His rail thin body looked childlike under the sheets. At 35 his once muscular body could no longer stand without someone holding him up. AIDS was about to take his life.
The lessons I learned from my brother Tim that November were lost on me then. 25 years later, I see.
I didn’t know that learning how to pull back the plunger on a syringe to the precise centimeter or how to manage a morphine pump would be essential skills when the man I would marry three years later was on his death bed.
I didn’t know there was a name—Cheyne-Stokes—for Tim’s terrifying end of life labored breathing. I didn’t know that one day I would be able to sit with that same sound, taking relaxed deep breaths of my own.
I didn’t know neuroscience. That the part of the brain that is linked to my sense of smell is also linked to the part of my brain that stores memory. I didn’t know that the scent of giant white gardenias, the same as those at his memorial service, would forever feel like a 20 pound weight pressing on my chest.
I didn’t know my eulogy for Tim was one of so many that would follow, or that a decade after his death it would lead to a TEDx talk inspiring an auditorium of 500.
I didn’t know how grief could alter your most deeply held ways.

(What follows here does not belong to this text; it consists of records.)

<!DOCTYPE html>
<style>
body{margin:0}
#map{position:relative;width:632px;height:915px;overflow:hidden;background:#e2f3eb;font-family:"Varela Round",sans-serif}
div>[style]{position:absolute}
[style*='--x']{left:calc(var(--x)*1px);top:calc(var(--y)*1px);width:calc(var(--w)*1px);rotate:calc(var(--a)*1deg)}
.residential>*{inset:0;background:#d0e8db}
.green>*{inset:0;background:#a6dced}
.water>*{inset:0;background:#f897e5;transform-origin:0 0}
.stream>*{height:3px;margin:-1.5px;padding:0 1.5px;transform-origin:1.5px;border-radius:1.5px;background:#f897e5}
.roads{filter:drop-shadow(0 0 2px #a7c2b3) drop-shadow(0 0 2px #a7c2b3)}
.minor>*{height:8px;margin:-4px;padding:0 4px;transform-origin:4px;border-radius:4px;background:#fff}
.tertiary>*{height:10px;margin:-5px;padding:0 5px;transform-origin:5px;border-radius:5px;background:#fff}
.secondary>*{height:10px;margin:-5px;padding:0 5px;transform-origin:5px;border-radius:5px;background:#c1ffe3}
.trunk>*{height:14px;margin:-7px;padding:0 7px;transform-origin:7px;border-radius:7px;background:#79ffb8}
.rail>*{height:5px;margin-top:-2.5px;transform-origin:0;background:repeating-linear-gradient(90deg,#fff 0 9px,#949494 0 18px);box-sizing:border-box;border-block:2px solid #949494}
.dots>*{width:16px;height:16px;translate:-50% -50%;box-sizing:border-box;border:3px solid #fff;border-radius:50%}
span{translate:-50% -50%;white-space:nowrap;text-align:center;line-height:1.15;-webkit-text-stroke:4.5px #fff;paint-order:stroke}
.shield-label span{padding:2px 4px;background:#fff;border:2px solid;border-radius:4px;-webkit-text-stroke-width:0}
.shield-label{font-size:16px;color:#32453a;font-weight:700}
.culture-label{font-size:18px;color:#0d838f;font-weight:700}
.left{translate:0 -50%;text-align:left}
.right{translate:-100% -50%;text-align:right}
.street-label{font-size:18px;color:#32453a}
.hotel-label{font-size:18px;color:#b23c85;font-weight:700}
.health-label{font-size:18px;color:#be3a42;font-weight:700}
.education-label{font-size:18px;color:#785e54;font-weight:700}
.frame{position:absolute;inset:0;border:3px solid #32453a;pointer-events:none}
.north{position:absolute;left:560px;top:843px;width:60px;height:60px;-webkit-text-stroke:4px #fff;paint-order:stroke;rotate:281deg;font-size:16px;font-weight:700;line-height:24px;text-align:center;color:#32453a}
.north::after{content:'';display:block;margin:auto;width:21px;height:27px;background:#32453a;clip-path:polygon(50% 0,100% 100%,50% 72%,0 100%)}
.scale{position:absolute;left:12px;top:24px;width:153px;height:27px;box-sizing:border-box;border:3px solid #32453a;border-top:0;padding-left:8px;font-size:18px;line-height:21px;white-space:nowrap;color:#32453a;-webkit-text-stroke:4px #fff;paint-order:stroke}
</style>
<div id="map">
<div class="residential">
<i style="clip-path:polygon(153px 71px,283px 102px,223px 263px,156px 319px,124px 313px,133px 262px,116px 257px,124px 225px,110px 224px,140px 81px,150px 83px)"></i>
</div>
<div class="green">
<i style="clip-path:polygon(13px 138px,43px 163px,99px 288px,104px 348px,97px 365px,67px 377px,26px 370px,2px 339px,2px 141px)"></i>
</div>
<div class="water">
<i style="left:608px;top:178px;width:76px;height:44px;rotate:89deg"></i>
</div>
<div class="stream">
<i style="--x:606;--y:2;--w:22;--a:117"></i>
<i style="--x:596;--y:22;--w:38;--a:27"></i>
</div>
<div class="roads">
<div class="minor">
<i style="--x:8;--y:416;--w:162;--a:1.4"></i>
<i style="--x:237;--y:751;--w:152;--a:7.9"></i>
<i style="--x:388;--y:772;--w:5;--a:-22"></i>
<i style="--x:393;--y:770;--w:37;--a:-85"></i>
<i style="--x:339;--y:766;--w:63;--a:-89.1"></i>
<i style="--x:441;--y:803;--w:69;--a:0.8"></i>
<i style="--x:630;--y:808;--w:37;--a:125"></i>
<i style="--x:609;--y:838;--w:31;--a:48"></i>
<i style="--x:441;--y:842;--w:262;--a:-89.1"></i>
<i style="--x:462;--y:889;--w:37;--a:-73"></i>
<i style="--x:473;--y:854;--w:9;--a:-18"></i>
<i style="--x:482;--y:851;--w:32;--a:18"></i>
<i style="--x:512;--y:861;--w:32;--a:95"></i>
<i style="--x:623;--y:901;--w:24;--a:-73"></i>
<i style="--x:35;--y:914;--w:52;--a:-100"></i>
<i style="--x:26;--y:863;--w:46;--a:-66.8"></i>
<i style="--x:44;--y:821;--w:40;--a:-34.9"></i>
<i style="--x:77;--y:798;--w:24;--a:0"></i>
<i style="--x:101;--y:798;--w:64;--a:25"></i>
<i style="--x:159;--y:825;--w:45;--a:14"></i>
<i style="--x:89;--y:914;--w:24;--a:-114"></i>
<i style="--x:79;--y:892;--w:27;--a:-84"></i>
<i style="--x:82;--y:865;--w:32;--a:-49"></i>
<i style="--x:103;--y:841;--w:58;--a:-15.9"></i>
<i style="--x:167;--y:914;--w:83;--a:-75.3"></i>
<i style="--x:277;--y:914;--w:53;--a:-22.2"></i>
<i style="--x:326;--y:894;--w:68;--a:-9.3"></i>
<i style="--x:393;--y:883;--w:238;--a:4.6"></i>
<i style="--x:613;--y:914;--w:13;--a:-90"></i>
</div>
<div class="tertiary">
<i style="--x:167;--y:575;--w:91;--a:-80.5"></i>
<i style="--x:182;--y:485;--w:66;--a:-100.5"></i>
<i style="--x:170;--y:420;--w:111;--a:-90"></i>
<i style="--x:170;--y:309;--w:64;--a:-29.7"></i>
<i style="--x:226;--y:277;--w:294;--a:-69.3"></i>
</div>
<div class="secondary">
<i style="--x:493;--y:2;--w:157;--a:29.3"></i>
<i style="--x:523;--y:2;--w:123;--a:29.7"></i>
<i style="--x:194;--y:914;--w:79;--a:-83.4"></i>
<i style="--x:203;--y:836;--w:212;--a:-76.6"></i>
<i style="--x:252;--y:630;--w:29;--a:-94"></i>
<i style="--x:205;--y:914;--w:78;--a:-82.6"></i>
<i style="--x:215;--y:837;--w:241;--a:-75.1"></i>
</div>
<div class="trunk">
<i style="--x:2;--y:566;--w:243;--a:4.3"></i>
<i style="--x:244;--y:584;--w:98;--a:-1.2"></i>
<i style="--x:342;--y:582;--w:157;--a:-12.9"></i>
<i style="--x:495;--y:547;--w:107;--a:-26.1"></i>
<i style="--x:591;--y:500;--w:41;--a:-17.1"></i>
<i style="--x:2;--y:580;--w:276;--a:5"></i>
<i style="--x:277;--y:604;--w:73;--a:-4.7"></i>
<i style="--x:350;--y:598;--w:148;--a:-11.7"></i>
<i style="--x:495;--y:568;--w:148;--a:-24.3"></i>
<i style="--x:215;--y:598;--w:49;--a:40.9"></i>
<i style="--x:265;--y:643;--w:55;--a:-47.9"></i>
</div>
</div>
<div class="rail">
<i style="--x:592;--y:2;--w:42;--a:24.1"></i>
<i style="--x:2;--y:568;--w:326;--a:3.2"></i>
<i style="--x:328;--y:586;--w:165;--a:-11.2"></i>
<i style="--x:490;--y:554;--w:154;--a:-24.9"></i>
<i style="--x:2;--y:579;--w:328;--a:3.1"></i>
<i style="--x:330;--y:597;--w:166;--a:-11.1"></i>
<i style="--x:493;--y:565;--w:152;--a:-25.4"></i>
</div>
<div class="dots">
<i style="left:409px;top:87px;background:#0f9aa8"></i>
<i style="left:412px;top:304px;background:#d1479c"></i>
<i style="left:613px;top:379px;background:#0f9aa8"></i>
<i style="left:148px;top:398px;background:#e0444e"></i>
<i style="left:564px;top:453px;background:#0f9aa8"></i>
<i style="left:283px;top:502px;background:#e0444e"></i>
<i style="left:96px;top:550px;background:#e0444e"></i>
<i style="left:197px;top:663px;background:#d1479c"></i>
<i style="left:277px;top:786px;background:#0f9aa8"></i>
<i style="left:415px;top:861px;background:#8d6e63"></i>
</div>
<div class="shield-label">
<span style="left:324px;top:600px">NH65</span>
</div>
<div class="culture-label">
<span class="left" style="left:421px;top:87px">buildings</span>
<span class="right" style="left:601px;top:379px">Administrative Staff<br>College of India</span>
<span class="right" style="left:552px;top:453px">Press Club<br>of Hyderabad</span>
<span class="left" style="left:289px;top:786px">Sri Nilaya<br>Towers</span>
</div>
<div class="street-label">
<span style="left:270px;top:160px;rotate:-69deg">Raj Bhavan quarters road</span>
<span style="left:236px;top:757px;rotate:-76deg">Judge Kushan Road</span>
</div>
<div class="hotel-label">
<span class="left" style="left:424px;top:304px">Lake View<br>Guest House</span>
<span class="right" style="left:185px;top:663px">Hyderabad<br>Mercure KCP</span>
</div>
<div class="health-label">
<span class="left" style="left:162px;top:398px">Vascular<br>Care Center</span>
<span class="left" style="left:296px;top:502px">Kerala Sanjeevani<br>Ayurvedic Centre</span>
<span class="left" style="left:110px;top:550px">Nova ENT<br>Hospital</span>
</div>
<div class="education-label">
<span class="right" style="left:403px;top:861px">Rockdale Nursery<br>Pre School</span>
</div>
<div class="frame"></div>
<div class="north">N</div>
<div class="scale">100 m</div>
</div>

After years of being the first in the office and the last to leave, I found myself not wanting to get out of bed until noon. I didn’t know how normal this was.
I didn’t know that the year after Tim died the “AIDS cocktail” would be introduced, and that people would begin to thrive and live with HIV/AIDS rather than suffer and slowly die from it. I didn’t know Dr. Gendelman, who joined the infectious disease team at the University of Nebraska Medical Center the year before Tim’s death, would—in 2019– announce a major breakthrough in the research toward a possible cure for HIV.
I didn’t know that for each of the next 25 years, my friends, family, and community would loyally and lovingly arrive on a cold Saturday night, donations for Nebraska AIDS Project (NAP) in hand, to ultimately raise tens of thousands of dollars for NAP in memory of Tim and in honor of all who have lived with or died from HIV/AIDS.
What I didn’t know then, that I do know now, is that one cannot know all of the lessons life is teaching us on our journey. That grief can live on and so can we. That our darkest hours and deepest heartbreaks can give light to our lives, and can break open our hearts for holding more hope and having more love than ever.
Thank you, Tim, for all you and our time together taught me.
What lessons have your hardest times taught you?
How have you been blessed by your past challenges?
What hope can you hold, despite any hardships today?